Mutti Giacomo, Ocaña-Pallarès Eduard, Gabaldón Toni
Barcelona Supercomputing Centre (BSC-CNS), Barcelona 08034, Spain.
Institute for Research in Biomedicine (IRB Barcelona), The Barcelona Institute of Science and Technology, Barcelona 08028, Spain.
Mol Biol Evol. 2025 Jul 1;42(7). doi: 10.1093/molbev/msaf149.

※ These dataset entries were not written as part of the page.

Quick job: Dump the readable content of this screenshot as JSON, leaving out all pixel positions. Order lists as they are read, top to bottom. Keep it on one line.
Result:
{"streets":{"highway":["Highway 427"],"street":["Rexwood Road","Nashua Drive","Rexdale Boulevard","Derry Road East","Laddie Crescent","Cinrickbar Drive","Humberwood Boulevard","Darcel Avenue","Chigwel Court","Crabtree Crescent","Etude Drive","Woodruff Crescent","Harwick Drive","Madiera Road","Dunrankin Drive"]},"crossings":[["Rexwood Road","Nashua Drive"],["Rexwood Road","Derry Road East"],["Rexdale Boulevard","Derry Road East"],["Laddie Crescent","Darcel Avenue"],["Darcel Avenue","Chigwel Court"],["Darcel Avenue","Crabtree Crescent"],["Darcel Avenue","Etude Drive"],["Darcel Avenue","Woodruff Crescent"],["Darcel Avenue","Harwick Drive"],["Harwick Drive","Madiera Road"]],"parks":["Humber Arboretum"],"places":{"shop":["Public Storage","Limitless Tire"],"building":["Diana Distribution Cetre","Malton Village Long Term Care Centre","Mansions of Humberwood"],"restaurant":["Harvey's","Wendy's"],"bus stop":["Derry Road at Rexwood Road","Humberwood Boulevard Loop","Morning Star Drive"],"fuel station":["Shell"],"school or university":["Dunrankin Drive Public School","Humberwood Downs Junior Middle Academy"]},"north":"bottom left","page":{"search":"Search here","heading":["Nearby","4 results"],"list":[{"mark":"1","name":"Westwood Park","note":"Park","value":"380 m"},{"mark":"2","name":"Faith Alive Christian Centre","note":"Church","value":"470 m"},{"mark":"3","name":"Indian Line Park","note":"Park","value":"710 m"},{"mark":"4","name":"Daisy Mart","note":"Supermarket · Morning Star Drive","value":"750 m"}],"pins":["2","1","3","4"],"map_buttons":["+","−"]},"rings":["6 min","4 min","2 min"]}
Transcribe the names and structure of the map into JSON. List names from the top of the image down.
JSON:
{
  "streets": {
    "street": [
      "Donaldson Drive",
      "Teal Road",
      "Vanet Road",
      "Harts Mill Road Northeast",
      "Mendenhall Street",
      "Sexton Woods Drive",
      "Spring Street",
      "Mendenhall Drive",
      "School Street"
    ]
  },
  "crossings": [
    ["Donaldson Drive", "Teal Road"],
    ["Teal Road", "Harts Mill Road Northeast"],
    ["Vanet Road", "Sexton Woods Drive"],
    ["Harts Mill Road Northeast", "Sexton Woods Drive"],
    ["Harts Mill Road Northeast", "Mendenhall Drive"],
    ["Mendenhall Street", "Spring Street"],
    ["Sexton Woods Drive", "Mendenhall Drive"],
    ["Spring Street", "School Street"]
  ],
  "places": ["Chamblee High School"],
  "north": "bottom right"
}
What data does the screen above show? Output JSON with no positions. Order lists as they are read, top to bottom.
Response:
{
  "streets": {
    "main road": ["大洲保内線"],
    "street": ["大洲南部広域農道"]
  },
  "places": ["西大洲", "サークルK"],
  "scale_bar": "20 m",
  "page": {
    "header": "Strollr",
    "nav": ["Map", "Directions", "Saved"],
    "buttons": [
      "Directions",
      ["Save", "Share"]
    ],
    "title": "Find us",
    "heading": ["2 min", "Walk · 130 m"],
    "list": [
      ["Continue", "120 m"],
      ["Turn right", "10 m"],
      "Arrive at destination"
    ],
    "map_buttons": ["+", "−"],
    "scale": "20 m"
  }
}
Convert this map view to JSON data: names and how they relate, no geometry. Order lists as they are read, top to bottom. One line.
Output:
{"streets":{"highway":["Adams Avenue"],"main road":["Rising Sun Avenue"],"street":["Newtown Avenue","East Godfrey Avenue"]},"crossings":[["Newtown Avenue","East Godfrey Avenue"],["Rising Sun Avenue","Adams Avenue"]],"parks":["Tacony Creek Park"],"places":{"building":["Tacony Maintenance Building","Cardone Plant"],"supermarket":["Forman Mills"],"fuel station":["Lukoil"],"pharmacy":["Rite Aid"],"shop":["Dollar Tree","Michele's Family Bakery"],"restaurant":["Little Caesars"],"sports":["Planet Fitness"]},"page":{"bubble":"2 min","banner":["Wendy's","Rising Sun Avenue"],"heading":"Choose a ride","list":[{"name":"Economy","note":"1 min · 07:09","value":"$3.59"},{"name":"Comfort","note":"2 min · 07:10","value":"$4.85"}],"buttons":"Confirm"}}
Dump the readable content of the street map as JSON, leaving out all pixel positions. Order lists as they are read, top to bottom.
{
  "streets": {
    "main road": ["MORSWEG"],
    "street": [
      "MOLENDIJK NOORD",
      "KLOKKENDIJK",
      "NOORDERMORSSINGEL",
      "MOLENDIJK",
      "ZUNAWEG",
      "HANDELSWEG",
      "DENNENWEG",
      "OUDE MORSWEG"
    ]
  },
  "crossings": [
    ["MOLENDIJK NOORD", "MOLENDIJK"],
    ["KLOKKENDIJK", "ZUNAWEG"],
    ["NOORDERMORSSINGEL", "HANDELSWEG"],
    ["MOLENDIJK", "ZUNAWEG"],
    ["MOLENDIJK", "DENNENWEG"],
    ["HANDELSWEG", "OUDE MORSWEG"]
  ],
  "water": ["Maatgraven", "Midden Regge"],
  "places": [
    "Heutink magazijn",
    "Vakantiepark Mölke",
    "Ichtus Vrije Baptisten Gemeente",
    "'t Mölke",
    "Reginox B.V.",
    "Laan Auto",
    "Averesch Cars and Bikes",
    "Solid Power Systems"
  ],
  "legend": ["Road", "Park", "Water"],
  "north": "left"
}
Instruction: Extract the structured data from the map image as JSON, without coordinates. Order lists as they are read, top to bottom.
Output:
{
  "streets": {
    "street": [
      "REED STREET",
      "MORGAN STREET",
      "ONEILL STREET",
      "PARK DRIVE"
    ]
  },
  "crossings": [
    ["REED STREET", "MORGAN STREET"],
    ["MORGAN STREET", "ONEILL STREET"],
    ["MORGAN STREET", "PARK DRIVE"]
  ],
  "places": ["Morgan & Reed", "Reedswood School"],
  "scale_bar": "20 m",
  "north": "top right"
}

Recent developments in protein structure prediction have allowed the use of this previously limited source of information at genome-wide scales. It has been proposed that the use of structural information may offer advantages over sequences in phylogenetic reconstruction, due to their slower rate of evolution and direct correlation to function. Here, we examined how recently developed methods for structure-based homology search and tree reconstruction compare with current state-of-the-art sequence-based methods in reconstructing genome-wide collections of gene phylogenies (i.e. phylomes). While structure-based methods can be useful in specific scenarios, we found that their current performance does not justify using the newly developed structure-based methods as a default choice in large-scale phylogenetic studies. On the one hand, the best performing sequence-based tree reconstruction methods still outperform structure-based methods for this task. On the other hand, structure-based homology detection methods provide larger lists of candidate homologs, as previously reported. However, this comes at the expense of missing hits identified by sequence-based methods, as well as providing sets of homolog candidates with higher fractions of false positives. These insights help to guide the use of structural data in comparative genomics and highlight the need to continue improving structure-based approaches. Our pipeline is fully reproducible and has been implemented in a Snakemake workflow. This will facilitate a continuous assessment of future improvements of structure-based tools in the AlphaFold era.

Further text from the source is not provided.